查找数组中最接近的数字
原文: https://www.geeksforgeeks.org/find-closest-number-array/
给定一个排序的整数数组。 我们需要找到最接近给定数字的值。 数组可能包含重复值和负数。
示例:
Input : arr[] = {1, 2, 4, 5, 6, 6, 8, 9}
Target number = 11
Output : 9
9 is closest to 11 in given array
Input :arr[] = {2, 5, 6, 7, 8, 8, 9};
Target number = 4
Output : 5
简单解决方案是遍历给定数组,并跟踪每个元素与当前元素的绝对差。 最后返回具有最小绝对值差的元素。
一种有效的解决方案是使用二分搜索。
C++
// CPP program to find element
// closet to given target.
#include <bits/stdc++.h>
using namespace std;
int getClosest(int, int, int);
// Returns element closest to target in arr[]

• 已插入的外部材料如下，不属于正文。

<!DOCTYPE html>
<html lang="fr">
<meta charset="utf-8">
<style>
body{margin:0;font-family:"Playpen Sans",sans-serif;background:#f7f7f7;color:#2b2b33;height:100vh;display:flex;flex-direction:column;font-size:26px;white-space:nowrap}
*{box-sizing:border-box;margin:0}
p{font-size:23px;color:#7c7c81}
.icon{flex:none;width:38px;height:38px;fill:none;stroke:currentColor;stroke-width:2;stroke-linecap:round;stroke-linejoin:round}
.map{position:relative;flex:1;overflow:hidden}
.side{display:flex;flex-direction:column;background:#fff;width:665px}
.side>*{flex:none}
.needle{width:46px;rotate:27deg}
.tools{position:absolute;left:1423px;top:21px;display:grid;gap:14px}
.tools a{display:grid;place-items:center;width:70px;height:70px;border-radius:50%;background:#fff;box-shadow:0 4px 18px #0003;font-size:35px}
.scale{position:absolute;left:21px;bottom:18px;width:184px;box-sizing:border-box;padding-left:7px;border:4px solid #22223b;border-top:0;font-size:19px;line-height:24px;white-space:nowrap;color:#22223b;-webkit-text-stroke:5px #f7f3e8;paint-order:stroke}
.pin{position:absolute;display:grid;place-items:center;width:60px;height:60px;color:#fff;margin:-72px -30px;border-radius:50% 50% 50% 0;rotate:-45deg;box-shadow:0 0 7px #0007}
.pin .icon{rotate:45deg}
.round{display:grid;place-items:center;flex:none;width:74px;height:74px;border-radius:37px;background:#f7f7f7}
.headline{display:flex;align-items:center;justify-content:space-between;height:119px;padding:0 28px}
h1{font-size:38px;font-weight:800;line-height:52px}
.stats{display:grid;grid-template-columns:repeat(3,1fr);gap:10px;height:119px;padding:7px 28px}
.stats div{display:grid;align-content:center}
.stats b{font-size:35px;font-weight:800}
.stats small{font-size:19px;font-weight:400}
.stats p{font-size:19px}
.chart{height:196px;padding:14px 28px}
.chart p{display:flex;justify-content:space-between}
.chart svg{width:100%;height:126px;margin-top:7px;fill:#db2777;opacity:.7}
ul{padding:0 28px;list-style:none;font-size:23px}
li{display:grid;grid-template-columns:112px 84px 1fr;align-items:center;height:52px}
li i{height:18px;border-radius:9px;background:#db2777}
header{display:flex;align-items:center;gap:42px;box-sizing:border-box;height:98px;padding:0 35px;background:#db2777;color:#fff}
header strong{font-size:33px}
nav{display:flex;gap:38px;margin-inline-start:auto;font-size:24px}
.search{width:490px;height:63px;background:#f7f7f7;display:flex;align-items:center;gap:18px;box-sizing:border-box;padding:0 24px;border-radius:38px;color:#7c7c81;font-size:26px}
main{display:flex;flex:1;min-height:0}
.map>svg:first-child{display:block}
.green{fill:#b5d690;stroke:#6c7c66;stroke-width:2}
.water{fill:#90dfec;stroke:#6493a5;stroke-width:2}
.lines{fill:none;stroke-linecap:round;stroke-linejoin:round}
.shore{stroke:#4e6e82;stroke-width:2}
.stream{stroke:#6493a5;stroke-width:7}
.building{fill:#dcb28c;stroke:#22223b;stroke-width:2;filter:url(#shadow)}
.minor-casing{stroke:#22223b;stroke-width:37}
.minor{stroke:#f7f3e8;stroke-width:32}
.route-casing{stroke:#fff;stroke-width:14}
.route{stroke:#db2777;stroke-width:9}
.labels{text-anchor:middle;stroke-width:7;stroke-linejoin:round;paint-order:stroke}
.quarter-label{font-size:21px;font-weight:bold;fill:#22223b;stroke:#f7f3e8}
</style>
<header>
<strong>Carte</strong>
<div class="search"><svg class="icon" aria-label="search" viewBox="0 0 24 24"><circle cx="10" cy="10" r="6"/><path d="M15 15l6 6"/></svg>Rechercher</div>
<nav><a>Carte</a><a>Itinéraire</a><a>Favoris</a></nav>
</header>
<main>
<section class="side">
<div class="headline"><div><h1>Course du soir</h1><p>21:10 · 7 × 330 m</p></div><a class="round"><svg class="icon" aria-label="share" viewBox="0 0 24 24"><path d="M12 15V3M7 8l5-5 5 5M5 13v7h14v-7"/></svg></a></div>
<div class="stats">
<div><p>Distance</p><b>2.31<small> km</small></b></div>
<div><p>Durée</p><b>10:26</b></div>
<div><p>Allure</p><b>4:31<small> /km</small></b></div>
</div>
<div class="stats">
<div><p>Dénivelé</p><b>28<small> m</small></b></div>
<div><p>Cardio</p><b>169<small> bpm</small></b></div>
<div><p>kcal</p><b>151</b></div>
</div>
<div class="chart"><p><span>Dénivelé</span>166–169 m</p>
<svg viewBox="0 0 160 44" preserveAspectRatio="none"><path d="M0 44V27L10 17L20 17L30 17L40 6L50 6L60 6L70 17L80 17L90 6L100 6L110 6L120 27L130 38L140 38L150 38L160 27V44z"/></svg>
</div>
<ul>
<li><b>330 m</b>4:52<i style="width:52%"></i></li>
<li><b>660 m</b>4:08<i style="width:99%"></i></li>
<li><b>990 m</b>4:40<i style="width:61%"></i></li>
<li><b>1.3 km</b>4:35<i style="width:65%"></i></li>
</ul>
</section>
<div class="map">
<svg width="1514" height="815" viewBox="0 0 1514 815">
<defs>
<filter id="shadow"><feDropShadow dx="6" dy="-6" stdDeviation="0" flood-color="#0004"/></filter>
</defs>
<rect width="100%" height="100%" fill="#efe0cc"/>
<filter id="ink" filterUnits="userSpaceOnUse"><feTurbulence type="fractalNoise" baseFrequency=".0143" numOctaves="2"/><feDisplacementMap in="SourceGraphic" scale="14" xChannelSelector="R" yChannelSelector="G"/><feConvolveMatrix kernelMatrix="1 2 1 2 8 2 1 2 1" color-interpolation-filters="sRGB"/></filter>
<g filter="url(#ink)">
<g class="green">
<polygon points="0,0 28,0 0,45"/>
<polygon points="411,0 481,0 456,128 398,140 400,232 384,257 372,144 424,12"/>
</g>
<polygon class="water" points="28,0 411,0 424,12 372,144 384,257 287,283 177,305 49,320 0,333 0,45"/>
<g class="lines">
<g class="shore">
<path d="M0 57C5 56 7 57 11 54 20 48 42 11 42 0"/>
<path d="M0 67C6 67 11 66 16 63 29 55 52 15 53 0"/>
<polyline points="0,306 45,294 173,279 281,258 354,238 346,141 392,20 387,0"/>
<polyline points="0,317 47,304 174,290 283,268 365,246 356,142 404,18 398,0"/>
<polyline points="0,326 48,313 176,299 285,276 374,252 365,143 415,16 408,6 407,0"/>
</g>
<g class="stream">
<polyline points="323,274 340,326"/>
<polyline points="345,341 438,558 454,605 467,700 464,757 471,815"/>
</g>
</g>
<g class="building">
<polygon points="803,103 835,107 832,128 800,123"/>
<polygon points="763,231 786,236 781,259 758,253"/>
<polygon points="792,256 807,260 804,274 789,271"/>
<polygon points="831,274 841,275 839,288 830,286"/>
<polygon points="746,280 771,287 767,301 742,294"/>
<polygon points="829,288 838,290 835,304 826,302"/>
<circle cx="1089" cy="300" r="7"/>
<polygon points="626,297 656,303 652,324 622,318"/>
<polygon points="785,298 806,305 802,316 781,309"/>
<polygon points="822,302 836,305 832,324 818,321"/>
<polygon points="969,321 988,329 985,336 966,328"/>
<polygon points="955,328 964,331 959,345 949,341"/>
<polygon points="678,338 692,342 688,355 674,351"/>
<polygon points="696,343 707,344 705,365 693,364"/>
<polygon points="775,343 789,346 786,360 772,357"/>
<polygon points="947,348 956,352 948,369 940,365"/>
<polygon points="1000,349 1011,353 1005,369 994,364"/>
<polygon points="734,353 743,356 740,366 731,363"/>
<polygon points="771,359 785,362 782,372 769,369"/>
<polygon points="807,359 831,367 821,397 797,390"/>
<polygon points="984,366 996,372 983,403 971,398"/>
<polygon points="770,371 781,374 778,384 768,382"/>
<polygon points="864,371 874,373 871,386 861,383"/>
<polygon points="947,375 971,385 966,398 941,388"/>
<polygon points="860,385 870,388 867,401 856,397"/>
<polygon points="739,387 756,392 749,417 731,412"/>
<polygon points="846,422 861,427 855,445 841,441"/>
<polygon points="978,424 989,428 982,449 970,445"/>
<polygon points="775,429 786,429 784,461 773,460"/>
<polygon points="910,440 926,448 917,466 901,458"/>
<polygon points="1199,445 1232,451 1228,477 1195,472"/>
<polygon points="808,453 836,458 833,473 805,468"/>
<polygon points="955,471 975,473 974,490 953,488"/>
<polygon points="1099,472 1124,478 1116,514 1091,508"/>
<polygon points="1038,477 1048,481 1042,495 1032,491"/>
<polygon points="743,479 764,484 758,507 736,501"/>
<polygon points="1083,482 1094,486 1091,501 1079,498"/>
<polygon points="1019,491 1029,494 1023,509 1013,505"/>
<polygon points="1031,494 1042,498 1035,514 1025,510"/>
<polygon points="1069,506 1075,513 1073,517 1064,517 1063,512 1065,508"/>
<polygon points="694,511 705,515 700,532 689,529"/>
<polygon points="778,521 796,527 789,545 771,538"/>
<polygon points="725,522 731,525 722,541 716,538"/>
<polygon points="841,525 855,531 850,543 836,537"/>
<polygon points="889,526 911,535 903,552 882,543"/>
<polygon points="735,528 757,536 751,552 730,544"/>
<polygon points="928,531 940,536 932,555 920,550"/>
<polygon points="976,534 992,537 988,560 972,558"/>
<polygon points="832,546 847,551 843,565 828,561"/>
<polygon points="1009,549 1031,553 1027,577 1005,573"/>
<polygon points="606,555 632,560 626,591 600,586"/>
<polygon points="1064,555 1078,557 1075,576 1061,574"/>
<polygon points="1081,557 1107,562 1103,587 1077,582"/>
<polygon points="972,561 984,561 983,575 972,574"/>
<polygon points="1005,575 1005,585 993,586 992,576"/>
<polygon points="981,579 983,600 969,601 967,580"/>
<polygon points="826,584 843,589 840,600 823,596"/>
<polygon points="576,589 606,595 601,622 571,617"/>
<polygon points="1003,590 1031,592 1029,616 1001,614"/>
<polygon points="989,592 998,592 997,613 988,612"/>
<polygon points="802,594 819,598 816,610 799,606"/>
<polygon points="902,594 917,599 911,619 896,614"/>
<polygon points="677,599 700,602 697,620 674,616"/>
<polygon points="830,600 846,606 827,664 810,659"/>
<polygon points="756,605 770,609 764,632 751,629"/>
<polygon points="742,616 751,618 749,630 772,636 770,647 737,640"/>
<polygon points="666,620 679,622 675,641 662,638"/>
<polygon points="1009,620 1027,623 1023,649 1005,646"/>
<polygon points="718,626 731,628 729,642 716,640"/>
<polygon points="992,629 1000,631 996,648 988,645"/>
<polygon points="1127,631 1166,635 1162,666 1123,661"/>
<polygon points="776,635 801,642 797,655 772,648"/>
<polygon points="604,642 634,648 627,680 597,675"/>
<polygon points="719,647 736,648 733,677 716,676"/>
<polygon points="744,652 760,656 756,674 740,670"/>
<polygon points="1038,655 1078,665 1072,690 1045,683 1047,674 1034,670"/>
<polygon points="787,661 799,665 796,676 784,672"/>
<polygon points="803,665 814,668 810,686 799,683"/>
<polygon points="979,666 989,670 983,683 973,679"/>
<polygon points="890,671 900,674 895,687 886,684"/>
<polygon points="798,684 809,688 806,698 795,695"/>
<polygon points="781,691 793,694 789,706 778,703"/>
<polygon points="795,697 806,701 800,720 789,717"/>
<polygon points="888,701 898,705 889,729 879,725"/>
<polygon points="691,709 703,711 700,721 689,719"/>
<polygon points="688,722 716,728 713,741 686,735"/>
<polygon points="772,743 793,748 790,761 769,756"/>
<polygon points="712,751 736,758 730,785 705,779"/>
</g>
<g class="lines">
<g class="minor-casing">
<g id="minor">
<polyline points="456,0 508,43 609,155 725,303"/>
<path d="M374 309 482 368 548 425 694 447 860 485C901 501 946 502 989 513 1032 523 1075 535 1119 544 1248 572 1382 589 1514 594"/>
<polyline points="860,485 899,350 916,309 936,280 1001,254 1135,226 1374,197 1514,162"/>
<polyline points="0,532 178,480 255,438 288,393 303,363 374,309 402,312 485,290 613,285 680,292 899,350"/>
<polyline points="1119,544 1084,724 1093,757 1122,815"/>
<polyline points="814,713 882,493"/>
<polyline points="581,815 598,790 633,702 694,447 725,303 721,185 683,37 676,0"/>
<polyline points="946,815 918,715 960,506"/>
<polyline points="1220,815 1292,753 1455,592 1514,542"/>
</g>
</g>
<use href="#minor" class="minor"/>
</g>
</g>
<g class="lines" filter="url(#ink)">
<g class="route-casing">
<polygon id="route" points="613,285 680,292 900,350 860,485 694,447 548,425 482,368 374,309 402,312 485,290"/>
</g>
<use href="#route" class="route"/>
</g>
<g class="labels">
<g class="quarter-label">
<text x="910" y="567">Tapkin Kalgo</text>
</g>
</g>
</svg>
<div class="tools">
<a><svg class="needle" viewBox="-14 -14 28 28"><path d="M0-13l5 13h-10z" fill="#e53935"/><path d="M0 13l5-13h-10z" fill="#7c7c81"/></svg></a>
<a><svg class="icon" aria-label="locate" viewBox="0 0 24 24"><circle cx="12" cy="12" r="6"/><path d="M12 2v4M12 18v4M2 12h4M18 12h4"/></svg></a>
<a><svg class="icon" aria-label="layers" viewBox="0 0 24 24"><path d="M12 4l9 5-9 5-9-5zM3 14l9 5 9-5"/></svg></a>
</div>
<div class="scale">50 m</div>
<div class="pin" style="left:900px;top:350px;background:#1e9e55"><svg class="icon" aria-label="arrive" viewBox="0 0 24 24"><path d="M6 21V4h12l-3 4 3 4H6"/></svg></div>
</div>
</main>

int findClosest(int arr[], int n, int target)
{
// Corner cases
if (target <= arr[0])
return arr[0];
if (target >= arr[n - 1])
return arr[n - 1];
// Doing binary search
int i = 0, j = n, mid = 0;
while (i < j) {
mid = (i + j) / 2;
if (arr[mid] == target)
return arr[mid];
/* If target is less than array element,
then search in left */
if (target < arr[mid]) {
// If target is greater than previous
// to mid, return closest of two
if (mid > 0 && target > arr[mid - 1])
return getClosest(arr[mid - 1],
arr[mid], target);
/* Repeat for left half */
j = mid;
}
// If target is greater than mid
else {
if (mid < n - 1 && target < arr[mid + 1])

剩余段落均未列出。